◆ WHAT IS BEING ASKED:
Repeat, line for line, the entries below from the first line to the line containing "Give me a JSON index of the screenshot.", counting both ends.

◆ RECORDS PROVIDED:
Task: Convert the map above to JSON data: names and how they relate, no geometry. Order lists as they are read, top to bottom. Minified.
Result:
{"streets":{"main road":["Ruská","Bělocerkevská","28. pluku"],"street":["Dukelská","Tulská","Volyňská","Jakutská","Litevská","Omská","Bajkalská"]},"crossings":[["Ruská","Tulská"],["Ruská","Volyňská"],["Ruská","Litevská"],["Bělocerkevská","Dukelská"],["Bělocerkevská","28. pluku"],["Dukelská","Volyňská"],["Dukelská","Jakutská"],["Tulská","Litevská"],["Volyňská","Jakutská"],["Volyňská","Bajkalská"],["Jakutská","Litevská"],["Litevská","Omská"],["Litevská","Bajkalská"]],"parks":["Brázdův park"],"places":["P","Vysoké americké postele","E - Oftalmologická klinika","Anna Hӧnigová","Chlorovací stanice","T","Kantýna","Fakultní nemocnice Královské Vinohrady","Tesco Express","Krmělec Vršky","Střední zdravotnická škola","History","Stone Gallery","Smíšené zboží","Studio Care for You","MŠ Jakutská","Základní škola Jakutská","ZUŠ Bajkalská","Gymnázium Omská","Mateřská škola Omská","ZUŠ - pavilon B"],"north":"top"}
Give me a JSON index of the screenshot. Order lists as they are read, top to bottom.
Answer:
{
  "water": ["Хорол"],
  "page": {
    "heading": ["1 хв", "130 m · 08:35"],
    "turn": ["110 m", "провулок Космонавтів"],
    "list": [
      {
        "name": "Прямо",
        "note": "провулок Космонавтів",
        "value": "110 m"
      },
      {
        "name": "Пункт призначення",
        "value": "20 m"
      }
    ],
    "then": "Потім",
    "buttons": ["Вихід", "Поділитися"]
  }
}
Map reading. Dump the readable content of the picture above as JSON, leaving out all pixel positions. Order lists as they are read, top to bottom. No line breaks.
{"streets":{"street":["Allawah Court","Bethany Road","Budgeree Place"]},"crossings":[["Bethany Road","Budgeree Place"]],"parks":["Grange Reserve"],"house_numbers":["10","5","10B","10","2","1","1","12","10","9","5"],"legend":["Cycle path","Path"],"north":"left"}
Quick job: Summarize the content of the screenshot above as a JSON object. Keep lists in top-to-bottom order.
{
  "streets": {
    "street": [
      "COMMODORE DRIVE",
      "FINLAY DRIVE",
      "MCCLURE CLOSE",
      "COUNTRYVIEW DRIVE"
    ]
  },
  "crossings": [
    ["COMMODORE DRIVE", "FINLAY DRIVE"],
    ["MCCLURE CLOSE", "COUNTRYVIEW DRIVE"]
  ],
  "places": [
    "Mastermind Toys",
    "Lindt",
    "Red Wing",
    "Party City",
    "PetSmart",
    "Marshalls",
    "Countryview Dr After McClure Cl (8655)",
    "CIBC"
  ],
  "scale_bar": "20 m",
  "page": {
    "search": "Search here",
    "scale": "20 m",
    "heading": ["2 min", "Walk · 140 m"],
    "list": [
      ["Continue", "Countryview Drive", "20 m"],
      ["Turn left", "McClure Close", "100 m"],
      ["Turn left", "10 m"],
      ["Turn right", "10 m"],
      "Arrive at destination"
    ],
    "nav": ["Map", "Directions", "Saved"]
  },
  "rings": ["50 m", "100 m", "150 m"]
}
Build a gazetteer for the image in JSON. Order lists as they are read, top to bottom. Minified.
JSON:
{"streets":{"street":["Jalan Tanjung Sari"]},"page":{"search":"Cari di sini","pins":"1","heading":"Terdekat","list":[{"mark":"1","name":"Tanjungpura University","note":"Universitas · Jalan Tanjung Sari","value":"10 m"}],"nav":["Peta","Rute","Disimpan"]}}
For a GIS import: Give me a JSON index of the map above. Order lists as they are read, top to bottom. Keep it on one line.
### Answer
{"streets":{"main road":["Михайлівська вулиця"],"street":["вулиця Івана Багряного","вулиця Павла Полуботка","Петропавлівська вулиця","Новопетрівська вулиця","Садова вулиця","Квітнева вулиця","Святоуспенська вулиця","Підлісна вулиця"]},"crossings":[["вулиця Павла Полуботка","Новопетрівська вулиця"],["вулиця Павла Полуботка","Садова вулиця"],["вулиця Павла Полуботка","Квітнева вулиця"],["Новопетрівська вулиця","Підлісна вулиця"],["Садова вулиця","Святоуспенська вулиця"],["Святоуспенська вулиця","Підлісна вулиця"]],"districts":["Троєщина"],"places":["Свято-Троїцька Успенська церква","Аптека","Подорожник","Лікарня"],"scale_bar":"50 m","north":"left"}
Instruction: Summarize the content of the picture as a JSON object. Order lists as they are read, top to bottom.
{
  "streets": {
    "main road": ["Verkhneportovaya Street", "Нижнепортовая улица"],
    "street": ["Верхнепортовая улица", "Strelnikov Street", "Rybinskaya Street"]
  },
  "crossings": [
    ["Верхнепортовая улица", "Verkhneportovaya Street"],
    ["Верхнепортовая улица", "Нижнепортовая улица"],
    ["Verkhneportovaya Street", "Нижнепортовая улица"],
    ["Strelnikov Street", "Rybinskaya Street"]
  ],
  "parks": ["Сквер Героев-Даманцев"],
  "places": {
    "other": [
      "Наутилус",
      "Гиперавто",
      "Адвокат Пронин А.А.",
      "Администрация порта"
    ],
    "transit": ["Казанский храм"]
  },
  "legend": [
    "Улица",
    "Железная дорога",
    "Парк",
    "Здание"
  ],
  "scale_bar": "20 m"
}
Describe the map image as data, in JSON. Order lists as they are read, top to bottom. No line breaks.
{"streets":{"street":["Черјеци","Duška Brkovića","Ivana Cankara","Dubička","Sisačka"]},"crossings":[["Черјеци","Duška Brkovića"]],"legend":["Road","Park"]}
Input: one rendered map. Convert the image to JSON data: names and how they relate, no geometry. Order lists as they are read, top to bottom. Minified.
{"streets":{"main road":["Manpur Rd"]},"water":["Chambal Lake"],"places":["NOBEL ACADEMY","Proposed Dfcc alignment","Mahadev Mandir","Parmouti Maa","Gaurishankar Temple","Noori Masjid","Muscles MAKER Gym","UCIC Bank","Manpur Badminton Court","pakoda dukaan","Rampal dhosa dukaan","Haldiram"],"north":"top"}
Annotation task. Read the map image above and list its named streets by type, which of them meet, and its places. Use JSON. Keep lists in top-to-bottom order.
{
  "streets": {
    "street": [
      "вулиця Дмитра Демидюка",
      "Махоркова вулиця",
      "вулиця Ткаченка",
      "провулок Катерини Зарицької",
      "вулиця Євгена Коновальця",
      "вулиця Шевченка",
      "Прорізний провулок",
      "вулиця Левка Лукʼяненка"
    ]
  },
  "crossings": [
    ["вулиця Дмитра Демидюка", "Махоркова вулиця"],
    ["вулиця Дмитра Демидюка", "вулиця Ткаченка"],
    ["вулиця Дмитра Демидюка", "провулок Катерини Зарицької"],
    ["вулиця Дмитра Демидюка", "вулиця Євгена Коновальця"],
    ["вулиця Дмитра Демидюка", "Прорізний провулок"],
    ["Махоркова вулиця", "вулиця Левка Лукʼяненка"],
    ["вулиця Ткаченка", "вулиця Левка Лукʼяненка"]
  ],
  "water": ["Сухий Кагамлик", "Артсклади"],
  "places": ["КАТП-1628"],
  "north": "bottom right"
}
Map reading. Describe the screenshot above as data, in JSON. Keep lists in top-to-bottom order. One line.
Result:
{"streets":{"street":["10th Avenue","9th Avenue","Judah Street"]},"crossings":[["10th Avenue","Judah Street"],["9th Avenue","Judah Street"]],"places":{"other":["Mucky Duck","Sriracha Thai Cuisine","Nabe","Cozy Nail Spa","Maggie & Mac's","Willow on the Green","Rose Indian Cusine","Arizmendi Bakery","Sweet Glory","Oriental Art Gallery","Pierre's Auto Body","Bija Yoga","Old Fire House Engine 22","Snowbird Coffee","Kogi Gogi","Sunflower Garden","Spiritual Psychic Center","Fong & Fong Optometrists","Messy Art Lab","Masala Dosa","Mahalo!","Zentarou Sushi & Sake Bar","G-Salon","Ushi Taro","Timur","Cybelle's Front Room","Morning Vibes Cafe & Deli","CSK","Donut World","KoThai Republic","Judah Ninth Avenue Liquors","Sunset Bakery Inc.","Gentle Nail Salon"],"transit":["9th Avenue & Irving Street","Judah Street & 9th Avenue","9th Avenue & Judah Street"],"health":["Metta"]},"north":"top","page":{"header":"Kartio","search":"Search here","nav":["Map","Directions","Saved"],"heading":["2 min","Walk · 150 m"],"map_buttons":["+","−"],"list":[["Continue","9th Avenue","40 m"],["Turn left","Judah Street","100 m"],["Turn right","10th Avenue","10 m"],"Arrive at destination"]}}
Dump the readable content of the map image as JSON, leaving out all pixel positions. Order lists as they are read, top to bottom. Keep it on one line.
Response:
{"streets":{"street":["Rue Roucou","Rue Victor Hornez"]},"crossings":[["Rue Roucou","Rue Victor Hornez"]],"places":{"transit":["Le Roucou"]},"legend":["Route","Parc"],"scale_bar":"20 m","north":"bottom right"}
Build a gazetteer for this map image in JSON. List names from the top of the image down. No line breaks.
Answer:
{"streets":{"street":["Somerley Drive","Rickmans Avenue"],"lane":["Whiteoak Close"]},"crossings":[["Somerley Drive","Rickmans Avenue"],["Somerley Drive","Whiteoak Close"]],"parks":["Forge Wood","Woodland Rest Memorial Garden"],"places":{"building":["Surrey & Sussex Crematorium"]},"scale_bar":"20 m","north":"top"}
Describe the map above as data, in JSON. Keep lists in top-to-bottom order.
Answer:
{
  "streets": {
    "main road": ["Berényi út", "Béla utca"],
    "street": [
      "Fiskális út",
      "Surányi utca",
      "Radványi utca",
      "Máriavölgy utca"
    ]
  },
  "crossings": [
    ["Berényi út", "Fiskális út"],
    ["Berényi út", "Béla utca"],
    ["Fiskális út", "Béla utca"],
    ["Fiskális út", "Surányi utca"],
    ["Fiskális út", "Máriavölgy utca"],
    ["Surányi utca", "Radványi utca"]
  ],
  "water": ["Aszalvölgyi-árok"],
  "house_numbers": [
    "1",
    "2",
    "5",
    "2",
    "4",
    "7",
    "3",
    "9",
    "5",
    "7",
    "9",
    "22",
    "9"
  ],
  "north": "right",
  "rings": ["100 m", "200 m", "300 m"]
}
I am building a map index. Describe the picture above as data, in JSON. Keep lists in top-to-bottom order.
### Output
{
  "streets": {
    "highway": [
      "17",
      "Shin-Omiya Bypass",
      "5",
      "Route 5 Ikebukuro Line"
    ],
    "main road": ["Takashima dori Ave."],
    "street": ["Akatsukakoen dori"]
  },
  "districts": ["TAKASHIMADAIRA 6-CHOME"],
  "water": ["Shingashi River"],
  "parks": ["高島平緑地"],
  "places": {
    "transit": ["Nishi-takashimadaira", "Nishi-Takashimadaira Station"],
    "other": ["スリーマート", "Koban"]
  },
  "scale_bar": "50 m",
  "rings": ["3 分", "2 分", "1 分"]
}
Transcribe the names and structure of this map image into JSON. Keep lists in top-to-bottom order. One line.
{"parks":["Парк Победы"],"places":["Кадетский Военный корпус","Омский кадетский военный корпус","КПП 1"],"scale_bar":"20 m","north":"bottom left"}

◆ RESULT OF THIS TASK:
Task: Convert the map above to JSON data: names and how they relate, no geometry. Order lists as they are read, top to bottom. Minified.
Result:
{"streets":{"main road":["Ruská","Bělocerkevská","28. pluku"],"street":["Dukelská","Tulská","Volyňská","Jakutská","Litevská","Omská","Bajkalská"]},"crossings":[["Ruská","Tulská"],["Ruská","Volyňská"],["Ruská","Litevská"],["Bělocerkevská","Dukelská"],["Bělocerkevská","28. pluku"],["Dukelská","Volyňská"],["Dukelská","Jakutská"],["Tulská","Litevská"],["Volyňská","Jakutská"],["Volyňská","Bajkalská"],["Jakutská","Litevská"],["Litevská","Omská"],["Litevská","Bajkalská"]],"parks":["Brázdův park"],"places":["P","Vysoké americké postele","E - Oftalmologická klinika","Anna Hӧnigová","Chlorovací stanice","T","Kantýna","Fakultní nemocnice Královské Vinohrady","Tesco Express","Krmělec Vršky","Střední zdravotnická škola","History","Stone Gallery","Smíšené zboží","Studio Care for You","MŠ Jakutská","Základní škola Jakutská","ZUŠ Bajkalská","Gymnázium Omská","Mateřská škola Omská","ZUŠ - pavilon B"],"north":"top"}
Give me a JSON index of the screenshot. Order lists as they are read, top to bottom.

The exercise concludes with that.